New DCLG figures have shown that the overall area of green belt land decreased last year.
In 2014/2015 2,000 hectares were taken out of the green belt. According to DCLG this marks ‘‘the largest annual change in the area of green belt reported in the last five years.’’
The decrease was driven by 11 local authorities who adopted local plans which saw parcels of green belt land redesignated.
This presents something of a problem for the Government. Ministers have been keen to highlight a decrease in consented developments within the green belt itself, with Brandon Lewis recently saying:
‘‘This Government has been very clear that green belt protection continues, and the most recent official statistics show that the level of green belt development is at its lowest rate since modern records began in 1989.’’
Obviously this record could be undermined if there is less green belt to be developed in.
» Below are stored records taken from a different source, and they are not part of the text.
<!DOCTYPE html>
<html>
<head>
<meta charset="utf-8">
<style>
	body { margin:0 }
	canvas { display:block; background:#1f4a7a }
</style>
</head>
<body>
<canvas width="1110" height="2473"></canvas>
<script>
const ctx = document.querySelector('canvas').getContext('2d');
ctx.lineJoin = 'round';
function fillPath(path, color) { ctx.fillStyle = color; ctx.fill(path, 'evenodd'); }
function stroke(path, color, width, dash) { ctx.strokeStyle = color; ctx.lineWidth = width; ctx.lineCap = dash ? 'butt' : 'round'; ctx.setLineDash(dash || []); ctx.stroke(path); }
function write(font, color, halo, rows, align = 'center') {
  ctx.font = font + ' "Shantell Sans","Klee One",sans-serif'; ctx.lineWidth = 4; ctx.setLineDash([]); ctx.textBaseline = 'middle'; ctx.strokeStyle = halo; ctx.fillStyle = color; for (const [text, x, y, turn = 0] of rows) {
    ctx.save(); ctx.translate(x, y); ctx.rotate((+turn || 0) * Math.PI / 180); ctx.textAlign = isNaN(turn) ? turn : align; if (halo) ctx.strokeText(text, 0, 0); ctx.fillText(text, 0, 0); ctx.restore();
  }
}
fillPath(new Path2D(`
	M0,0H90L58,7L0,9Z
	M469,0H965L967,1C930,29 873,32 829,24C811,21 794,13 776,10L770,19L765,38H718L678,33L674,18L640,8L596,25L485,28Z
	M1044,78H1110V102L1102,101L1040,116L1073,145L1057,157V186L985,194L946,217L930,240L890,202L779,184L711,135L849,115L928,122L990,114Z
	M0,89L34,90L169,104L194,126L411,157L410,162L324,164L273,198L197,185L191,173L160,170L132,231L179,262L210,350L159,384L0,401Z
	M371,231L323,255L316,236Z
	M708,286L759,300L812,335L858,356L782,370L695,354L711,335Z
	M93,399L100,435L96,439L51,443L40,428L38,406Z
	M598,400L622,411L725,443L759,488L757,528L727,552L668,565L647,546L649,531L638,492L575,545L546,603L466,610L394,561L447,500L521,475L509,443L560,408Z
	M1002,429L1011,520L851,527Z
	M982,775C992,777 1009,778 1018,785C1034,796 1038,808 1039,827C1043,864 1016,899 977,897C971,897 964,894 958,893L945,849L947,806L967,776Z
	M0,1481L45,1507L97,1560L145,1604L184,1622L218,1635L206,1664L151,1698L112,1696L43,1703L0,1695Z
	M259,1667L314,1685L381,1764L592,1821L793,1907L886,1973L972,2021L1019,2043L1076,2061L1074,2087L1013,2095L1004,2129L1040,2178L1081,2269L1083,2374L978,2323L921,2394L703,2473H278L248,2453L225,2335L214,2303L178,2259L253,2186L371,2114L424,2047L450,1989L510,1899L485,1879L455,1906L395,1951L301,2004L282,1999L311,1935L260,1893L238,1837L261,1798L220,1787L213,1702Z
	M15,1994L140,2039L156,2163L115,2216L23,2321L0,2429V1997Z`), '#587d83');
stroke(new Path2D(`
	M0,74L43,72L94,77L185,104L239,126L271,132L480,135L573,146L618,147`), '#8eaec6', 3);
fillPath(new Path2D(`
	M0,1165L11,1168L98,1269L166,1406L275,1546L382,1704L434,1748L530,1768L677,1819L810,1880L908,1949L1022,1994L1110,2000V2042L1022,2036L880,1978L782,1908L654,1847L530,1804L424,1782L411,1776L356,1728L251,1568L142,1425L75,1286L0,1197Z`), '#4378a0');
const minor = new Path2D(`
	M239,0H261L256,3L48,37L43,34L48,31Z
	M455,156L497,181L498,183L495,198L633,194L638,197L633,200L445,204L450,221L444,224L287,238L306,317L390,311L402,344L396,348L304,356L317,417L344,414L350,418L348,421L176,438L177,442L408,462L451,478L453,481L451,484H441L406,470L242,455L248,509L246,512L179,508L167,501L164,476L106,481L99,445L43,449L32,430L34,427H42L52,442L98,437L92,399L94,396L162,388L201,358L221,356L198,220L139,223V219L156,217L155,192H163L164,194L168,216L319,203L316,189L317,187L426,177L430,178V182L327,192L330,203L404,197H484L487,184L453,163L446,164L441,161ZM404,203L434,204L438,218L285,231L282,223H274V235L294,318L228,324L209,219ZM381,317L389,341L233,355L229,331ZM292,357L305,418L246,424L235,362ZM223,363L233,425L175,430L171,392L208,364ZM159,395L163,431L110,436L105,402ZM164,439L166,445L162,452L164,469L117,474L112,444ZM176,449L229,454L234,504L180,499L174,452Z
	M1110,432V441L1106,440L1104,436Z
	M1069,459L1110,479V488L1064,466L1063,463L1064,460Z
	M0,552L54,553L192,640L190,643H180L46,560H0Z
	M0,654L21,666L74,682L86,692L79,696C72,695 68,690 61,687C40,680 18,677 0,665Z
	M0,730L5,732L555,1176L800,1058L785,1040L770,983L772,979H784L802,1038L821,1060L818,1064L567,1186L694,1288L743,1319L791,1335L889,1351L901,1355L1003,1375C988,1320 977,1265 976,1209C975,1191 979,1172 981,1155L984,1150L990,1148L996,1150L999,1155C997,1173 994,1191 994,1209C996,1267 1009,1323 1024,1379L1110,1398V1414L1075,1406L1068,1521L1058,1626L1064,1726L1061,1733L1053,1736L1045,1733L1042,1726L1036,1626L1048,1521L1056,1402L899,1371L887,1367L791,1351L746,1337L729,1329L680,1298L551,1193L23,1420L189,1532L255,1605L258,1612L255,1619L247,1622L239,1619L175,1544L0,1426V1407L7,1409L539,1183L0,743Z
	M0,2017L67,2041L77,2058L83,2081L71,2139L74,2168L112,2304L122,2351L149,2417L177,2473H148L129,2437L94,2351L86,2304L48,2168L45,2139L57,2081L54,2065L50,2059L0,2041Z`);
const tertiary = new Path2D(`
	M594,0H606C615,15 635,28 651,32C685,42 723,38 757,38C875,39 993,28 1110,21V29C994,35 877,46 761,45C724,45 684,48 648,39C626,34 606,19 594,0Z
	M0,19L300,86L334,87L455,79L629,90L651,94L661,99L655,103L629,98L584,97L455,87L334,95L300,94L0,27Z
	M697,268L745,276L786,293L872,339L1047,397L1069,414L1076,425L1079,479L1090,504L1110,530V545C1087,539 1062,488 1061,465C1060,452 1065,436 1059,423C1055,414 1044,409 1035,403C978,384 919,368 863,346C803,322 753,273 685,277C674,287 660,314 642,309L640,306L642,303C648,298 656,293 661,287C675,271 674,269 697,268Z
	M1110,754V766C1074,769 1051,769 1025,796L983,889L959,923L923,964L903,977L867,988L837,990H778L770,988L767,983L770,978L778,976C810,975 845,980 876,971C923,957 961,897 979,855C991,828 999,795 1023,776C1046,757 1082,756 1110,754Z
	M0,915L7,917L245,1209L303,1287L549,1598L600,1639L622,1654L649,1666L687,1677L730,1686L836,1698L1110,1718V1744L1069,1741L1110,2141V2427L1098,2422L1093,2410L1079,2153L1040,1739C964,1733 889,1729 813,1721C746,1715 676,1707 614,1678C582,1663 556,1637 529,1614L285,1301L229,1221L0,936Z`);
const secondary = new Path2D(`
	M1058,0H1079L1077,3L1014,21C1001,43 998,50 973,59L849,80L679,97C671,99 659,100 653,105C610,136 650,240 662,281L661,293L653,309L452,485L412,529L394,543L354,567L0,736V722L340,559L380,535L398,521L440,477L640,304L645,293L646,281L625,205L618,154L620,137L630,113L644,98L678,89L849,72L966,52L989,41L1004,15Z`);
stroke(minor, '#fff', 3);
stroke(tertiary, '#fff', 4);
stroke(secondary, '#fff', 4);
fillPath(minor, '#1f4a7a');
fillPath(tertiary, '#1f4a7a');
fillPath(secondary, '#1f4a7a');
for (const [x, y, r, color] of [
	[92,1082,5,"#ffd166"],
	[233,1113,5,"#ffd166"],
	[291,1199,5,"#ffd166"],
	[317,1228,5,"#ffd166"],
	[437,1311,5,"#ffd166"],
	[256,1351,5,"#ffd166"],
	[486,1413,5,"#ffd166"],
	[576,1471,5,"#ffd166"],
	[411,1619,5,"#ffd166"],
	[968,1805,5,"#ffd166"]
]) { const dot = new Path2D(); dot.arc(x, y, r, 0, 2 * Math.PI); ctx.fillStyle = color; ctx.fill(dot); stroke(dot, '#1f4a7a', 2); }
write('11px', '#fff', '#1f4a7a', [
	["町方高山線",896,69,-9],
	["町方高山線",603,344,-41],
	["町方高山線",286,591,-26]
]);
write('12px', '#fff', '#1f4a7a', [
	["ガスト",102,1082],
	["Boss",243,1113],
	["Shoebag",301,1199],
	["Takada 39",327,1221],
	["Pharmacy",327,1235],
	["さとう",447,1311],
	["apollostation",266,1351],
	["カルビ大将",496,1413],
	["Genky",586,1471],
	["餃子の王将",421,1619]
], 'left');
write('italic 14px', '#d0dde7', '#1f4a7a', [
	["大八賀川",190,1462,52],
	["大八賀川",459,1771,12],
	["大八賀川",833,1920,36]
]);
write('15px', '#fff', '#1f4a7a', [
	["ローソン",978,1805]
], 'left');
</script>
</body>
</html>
When the House of Commons resumes business later in October we can expect some pointed questions being asked by backbench Conservatives in green belt areas keen to assure worried constituents – it will be interesting to see how Mr Lewis and his colleagues respond.
It is worth noting that, speaking historically, the green belt is in rude health. The decrease of 2,000 hectares represents 0.1% of the area of the green belt. Overall between 1997 and 2015 the area of the green belt has actually increased by 32,000 hectares. Given the current Government’s support for green belt retention it is hard to envision this growth going into sustained reverse over the coming years.